Sem aguardar resposta, o homem entrou em um carro e foi embora.

Deirdre sentiu o sangue congelar. Sua mente começava a imaginar sua mãe, assustada, sozinha e confusa, sendo maltratada e arrastada para uma instituição de reputação desconhecida. Isso era sua punição por se recusar a assumir o crime de Charlene?

Uma notificação apareceu em seu celular. Deirdre abriu a mensagem e viu sua mãe, vulnerável, tremendo, sentada em uma cama de campanha.

― Abre a boquinha, doidinha! ― disse uma voz zombeteira, fora de enquadramento.

Então, a câmera focou uma tigela, com uma comida dentro. Conforme a filmagem focou, Deirdre viu que era uma papa tão pegajosa que ninguém poderia dizer o que tinha ali dentro. Entretanto, algumas moscas sobrevoavam o ambiente.

Como Ophelia se recusava a comer, A pessoa jogou a tigela na senhora:

― Come, essa porcaria! Você não tava reclamando de fome? ―

Ophelia se encolheu, desobediente, lançou um olhar para a comida espalhada na cama e tapou o nariz:

― Isso fede! ―

― Fede? Esse é seu almoço! Você deveria ser grata por ter uma refeição! Pare de ser exigente e come logo! ―

Ophelia se afastou do homem, balançando a cabeça:

― Mas, eu não quero! Isso fede! Vai me dar uma dor de barriga... ―

A pessoa que gravava o vídeo, não deixou a mãe de Deirdre terminar a frase. Deu um passo chutou a mulher de meia-idade, pisando nela com força suficiente para que ela caísse no chão. Então, puxou-a pelos cabelos e a esbofeteou, várias vezes, gritando:

― Quando eu digo para comer, você come! Porra! Você é louca e mesmo assim chama a comida de ruim?! Que merda! Alguém vem aqui e faz essa vadia comer! Enfie na boca dela e mostre ao Senhor Brighthall! ―

Mais algumas pessoas apareceram. Eles abriram a boca da senhora, à força e despejaram o que restava na tigela em sua boca.

Deirdre gritou, chorando:

― Não! Nao! ―

Não adiantava. Ela estava na posição cruel de um espectador impotente. Tudo o que podia fazer era gritar e chorar. O número desconhecido, que mandou o vídeo, ainda enviou mais uma mensagem de texto:

‘Isto é o que você ganha por se recusar a cooperar!'

O rosto de Deirdre estava cheio de lágrimas. A náusea causada pela gravidez brotou em espasmos de vômito. Sua visão ficou turva e sua mente voltou para o passado, quando, diante de um mar de chamas, Brendan jurou que lhe daria uma vida sem dor.

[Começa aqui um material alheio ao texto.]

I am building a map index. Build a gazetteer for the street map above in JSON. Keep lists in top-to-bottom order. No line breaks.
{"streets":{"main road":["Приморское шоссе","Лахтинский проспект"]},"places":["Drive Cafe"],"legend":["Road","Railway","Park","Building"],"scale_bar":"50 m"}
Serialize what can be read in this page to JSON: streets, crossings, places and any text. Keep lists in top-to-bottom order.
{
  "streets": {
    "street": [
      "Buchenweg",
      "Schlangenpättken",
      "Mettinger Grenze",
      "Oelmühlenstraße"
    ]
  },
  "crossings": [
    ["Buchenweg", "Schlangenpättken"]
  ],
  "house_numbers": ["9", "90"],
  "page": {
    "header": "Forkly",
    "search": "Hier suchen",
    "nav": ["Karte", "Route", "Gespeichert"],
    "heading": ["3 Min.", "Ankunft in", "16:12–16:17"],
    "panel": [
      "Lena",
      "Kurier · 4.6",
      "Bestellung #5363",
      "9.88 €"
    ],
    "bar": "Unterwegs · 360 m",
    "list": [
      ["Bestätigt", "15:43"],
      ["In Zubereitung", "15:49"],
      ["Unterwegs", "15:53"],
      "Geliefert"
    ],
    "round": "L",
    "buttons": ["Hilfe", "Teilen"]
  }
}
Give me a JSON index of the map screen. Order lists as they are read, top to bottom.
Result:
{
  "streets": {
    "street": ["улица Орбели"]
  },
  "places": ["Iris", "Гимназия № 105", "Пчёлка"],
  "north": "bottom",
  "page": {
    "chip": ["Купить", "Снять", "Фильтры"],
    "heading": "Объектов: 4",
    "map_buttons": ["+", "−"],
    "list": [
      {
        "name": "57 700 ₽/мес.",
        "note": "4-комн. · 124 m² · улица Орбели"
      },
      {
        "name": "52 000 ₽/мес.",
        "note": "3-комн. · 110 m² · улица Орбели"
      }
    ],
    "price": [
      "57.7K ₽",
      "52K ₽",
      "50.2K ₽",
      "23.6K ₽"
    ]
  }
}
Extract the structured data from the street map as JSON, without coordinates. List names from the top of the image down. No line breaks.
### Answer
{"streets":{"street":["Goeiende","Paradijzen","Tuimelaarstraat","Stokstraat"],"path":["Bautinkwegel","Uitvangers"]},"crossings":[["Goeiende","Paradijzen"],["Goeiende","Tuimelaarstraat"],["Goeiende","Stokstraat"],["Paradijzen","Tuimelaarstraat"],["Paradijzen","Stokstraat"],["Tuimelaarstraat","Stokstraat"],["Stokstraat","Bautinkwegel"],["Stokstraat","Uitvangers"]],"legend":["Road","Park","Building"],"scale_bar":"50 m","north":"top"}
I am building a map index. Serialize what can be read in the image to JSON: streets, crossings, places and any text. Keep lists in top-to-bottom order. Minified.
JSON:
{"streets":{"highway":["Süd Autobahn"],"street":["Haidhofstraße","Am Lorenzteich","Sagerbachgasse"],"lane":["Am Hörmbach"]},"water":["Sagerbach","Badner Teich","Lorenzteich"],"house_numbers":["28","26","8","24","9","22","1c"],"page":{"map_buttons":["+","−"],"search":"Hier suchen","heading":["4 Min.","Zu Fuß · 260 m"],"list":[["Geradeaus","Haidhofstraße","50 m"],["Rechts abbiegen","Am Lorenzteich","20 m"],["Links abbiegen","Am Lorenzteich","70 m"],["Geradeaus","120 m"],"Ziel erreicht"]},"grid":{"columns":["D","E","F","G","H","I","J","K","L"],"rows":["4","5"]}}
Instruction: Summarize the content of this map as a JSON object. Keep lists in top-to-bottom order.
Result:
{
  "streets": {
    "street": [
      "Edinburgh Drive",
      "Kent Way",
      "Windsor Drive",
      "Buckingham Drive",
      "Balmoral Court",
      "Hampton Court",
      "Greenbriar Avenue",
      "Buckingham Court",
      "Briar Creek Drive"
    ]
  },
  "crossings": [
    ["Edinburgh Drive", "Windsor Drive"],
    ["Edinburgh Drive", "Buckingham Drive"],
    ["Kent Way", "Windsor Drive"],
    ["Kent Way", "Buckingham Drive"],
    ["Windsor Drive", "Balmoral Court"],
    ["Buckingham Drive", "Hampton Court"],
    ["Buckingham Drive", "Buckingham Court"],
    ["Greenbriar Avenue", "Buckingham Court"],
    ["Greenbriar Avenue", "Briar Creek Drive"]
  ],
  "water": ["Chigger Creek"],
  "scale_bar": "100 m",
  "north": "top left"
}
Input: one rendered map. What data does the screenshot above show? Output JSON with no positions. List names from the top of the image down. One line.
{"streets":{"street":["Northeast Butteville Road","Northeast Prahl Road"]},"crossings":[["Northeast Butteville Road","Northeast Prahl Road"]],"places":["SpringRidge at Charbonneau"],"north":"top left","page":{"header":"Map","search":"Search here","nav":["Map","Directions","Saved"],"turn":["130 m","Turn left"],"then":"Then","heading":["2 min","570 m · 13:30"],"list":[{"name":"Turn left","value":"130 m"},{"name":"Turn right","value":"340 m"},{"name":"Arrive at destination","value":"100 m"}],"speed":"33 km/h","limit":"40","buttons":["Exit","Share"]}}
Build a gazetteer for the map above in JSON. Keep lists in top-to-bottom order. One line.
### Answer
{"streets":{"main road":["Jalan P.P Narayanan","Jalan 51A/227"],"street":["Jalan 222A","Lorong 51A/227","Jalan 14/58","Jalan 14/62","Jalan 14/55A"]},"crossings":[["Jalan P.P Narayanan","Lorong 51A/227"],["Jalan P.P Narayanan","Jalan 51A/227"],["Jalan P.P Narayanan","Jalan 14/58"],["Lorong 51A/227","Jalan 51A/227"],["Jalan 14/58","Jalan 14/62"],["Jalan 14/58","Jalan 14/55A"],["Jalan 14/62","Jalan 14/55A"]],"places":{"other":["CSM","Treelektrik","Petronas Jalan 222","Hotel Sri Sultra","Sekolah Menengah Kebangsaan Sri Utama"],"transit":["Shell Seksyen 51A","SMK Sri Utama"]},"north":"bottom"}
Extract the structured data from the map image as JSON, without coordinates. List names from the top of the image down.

Mas, ele era o único por trás de cada pontada de dor que ela sentia.

Brendan era um homem frio que não via Deirdre como um ser humano, mas sim como uma cadela a quem ele podia fazer o que quisesse, sempre que tivesse vontade. Sempre que falava com ela, suas palavras eram amargas. Ele não a amava.

Mas, dar uma ordem tão desumana contra sua mãe? Fazê-la comer lavagem, apenas para que Deirdre concordasse em assumir o crime de Charlene?!

A última brasa de esperança, que já durava muito mais do que a dignidade deveria permitir, se apagou. Finalmente, ela enxergava Brendan Brighthall como ele era: uma criatura sem humanidade. Um ser feito de crueldade.

Não havia mais nada que ela pudesse desejar. Deirdre não possuía mais sonhos e isso fez com que sua dor diminuísse. Ela enxugou as lágrimas dos olhos. Algo havia morrido dentro dela.

Sua mãe estava confinada em um estabelecimento duvidoso. Ela estava sendo torturada e Deirdre tinha que agir rapidamente. Por isso, ligou para Brendan que lhe atendeu com um rosnado impaciente:

― Achei que você tivesse dito não! Por que diabos você está me ligando? ―

Ela ouviu cada palavra dele e se segurou para não chorar enquanto seis anos de amor se tornavam cinzas.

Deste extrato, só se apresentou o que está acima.